GenelKıbrısManşet

‘Yıkıcı deprem’ ihtimali yüksek

Türkiye’de yüzlerce kişinin ölümüne neden olan depremin şoku sürerken, deprem kuşağındaki Kıbrıs’ta konu daha fazla ciddiye alınmalı

Akdeniz-Himalaya kuşağında yer alan Kıbrıs, tarihinde en az 8 yıkıcı deprem ve 3 tsunami dalgası tarafından vuruldu

Mühendis odaları her fırsatta, yetkililerin riskleri hesaplamayarak yapılaşmayla ilgili yasaları görmezden geldiğine işaret ediyor

KIBRIS’I DERİNDEN SALLADI…

Türkiye’de dün yüzlerce kişinin ölümüne, binlerce kişinin de yaralanmasına neden olan 7.7 ve 7.6 büyüklüğündeki iki deprem ve onlarca artçı deprem Kıbrıs’ı da fena salladı. Hem üzücü can kayıplarımız hem de depremlerin yarattığı korku, Kıbrıs’ta konunun daha fazla ciddiye alınması için bir kez daha işaret verdi. Verilere göre, Dünya’nın en aktif deprem kuşaklarından birisi olan Akdeniz-Himalaya kuşağında yer alan Kıbrıs adası, tarihsel verilere göre en az 8 yıkıcı depremin ve 3 tsunami dalgasının yok edici baskınından etkilendi.
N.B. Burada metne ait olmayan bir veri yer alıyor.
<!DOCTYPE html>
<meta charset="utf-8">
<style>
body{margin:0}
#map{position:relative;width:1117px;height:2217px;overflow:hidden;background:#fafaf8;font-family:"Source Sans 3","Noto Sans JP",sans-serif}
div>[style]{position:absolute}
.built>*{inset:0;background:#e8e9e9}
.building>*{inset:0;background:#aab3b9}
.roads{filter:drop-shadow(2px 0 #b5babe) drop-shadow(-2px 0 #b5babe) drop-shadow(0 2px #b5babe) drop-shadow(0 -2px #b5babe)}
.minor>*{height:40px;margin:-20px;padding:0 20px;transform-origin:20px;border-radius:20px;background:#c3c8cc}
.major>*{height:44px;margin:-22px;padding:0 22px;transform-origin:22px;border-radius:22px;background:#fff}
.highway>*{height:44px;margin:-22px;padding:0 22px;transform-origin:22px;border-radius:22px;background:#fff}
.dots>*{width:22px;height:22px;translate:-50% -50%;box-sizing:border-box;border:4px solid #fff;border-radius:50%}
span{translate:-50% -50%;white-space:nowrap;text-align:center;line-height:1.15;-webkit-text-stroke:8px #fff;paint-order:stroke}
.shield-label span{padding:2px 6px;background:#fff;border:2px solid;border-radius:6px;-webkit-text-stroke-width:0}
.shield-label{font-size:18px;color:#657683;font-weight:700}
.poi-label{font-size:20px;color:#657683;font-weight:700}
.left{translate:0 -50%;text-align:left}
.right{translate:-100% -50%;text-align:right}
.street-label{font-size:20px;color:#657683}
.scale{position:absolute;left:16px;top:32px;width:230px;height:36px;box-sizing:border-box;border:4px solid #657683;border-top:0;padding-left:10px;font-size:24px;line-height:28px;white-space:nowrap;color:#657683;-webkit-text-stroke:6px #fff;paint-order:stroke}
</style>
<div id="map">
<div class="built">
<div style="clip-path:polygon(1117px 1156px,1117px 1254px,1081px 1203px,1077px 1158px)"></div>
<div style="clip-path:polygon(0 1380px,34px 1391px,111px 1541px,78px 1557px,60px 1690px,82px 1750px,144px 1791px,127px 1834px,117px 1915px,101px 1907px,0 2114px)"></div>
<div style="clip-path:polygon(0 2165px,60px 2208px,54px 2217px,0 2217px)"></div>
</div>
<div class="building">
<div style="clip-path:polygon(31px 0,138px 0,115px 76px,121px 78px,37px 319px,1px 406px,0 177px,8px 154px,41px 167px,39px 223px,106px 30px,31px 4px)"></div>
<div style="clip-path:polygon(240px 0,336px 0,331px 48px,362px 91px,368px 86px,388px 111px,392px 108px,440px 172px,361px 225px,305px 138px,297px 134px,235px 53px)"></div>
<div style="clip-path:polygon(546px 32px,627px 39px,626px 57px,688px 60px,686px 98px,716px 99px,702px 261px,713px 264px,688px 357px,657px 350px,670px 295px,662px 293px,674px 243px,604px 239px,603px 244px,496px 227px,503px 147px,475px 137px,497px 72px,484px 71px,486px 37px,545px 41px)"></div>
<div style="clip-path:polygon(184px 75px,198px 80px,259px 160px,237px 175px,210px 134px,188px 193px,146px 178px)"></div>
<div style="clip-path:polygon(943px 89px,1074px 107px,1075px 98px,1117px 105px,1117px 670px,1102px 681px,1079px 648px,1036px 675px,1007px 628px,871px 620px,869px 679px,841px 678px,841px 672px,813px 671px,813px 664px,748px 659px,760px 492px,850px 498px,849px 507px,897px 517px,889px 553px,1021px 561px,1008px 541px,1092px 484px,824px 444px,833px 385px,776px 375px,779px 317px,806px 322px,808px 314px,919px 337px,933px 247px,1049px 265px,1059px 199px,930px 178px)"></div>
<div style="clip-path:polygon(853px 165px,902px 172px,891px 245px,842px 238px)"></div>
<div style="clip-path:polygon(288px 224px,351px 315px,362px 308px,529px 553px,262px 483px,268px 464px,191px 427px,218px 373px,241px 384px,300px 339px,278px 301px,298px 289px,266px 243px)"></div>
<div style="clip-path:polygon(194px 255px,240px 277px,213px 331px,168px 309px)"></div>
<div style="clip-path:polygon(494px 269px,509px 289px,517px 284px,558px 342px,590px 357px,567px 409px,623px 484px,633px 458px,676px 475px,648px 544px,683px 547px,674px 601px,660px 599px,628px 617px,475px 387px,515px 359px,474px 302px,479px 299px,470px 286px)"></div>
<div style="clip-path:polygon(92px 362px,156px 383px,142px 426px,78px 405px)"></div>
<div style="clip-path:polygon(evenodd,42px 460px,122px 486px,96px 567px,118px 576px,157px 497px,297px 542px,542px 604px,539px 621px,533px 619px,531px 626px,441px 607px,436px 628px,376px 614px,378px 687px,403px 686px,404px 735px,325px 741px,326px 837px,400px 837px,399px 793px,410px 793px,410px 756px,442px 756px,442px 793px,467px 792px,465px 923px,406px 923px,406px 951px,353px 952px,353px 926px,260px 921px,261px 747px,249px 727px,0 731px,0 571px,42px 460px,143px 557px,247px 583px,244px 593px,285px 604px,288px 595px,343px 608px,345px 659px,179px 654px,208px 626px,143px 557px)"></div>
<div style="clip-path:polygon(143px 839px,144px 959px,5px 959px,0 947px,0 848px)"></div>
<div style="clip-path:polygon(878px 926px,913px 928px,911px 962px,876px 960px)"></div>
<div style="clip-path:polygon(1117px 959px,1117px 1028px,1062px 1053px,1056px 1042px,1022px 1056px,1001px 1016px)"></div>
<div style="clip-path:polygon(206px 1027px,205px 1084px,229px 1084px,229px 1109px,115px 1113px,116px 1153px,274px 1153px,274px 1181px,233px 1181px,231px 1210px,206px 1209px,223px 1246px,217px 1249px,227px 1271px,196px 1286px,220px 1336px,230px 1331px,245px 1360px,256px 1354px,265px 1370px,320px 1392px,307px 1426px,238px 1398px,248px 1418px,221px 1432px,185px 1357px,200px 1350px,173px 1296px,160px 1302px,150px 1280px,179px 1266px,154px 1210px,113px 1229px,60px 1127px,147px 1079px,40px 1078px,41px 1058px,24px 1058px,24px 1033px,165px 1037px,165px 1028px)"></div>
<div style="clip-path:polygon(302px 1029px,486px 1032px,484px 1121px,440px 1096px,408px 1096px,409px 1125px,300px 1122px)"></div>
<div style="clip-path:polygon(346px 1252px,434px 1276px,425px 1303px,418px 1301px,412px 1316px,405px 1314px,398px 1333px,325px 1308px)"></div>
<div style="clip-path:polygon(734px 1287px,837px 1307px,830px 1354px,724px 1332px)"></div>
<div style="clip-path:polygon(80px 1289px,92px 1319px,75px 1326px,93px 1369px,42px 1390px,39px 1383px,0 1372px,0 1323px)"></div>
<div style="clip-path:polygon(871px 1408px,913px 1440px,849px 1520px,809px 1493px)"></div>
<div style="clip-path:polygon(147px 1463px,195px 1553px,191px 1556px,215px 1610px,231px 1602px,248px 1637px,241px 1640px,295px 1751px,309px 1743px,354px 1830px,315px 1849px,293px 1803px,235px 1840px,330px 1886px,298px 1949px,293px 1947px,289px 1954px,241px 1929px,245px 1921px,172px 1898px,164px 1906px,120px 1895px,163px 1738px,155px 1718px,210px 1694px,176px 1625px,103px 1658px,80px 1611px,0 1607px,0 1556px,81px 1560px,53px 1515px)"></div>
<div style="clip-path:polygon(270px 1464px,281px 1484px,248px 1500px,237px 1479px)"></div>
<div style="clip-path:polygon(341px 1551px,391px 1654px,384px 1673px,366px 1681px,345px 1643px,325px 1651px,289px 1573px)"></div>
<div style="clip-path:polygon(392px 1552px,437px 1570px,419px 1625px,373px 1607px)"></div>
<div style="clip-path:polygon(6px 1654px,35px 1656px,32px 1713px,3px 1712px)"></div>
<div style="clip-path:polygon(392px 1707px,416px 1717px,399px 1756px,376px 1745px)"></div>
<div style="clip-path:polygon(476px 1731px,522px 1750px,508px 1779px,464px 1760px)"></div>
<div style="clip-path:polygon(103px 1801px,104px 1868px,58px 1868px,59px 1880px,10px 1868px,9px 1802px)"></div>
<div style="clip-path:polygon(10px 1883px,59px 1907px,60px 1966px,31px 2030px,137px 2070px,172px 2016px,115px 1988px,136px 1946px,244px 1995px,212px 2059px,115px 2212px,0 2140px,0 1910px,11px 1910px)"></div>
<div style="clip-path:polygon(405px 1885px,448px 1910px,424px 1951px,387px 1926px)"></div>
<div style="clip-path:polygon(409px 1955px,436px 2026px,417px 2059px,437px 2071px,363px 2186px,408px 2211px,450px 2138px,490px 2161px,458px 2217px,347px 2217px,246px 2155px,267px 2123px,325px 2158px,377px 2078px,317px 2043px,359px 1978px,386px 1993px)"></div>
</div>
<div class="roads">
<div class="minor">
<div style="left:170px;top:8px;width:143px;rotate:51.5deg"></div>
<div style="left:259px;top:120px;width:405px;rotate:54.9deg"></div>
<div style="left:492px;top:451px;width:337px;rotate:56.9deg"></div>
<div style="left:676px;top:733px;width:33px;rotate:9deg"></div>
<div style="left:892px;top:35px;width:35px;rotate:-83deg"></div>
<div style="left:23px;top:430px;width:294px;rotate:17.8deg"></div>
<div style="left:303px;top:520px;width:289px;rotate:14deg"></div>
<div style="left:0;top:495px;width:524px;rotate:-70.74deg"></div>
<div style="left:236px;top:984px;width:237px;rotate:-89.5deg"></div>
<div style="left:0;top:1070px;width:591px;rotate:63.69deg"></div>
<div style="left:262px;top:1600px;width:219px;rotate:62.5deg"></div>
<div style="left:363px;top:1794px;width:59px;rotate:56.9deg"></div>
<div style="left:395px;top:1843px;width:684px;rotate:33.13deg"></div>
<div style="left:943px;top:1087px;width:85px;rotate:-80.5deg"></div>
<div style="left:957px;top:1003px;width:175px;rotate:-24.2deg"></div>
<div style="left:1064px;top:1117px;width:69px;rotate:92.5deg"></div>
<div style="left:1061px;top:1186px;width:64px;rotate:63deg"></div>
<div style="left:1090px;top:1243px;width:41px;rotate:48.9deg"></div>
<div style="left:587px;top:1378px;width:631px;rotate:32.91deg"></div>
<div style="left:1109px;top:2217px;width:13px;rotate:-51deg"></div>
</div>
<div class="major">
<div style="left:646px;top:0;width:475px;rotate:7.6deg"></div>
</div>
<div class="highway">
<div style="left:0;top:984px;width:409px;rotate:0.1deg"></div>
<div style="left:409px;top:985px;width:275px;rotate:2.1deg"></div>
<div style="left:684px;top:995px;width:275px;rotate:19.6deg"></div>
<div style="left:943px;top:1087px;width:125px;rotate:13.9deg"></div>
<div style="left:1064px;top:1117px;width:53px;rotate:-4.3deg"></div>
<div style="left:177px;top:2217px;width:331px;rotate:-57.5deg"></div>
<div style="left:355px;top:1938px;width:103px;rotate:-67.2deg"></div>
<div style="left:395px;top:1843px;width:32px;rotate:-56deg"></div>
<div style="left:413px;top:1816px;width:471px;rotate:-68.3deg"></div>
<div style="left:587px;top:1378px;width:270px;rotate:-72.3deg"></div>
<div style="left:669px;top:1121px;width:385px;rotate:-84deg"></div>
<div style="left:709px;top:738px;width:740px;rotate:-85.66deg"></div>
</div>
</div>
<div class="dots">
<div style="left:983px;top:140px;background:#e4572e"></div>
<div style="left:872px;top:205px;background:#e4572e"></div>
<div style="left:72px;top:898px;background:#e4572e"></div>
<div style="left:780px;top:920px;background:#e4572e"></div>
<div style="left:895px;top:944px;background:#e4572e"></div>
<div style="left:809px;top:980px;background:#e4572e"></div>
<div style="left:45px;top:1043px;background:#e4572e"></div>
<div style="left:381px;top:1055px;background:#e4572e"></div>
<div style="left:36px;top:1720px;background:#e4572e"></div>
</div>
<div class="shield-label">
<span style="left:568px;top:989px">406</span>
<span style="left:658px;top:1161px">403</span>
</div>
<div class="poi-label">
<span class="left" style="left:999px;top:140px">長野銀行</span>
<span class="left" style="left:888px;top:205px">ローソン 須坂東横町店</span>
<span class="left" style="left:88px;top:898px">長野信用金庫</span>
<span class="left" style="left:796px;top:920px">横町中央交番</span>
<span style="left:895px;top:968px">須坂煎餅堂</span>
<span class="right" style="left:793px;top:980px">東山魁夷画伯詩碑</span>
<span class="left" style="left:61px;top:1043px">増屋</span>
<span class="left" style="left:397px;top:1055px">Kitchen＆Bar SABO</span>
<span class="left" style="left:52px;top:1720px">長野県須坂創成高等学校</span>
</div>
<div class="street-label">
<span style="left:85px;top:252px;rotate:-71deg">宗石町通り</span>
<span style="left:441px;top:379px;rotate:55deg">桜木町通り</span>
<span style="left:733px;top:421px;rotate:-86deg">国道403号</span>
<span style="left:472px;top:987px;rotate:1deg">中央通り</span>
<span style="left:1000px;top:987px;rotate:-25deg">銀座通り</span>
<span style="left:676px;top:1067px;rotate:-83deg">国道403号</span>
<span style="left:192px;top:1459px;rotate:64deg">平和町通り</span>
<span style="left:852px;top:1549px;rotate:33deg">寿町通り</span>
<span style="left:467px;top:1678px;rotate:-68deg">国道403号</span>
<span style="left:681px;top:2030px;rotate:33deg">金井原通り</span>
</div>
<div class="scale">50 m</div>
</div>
RİSK FAKTÖRLERİ ÇOK YÜKSEK…

Uzmanlara göre, Kıbrıs Yayı ve Girit Yayı (Helen yayı) boyunca şiddetli depremlerin olması sismolojik açıdan mümkün. Kıbrıs’ın geçmişteki deprem felaketlerinden ciddi şekilde etkilenmesi ve aktif fay hattında yer alması risk faktörlerini yükseltirken, depreme ne kadar hazır olduğumuz konusunda birçok soru işareti var. Riskler nedeniyle ülkede inşa edilen yapıların, “Deprem Bölgelerinde Yapılacak Binalar Hakkında Yönetmelik Esasları” kullanılarak depreme dayanıklı olarak tasarlanması ve denetlenmesi gerekiyor. Ancak, bunun yapılıp-yapılmaması bir yana hükümet yetkilileri, ülke yasalarına aykırı şekilde yapılaşmanın önünü açmaya çalışıyor.

DURUM ENDİŞE VERİCİ…

KKTC’de özellikle inşaat-yapı alanında otorite olarak kabul edilen Kıbrıs Türk Mimar Mühendis Odaları Birliği ile İnşaat Mühendisleri Odası (İMO) sık sık yaptıkları açıklamalarda ülkedeki yetkililerin mevcut yasalara uygun yapılaşma ve denetleme konularındaki endişe verici tutumuna dikkati çekiyor.  İki kuruluş, yetkililerin, yasalara ve ilgili meslek odalarının çalışmalarına kulak vermesini istiyor. Mühendisler; yağmurun sel taşkınına, depremin ise yıkıcı felakete dönüşmesinin; mühendislerin olası felaketlere karşı ürettiği projelere ve bunların ne oranda denetlendiğine bağlı olduğuna dikkati çekiyor.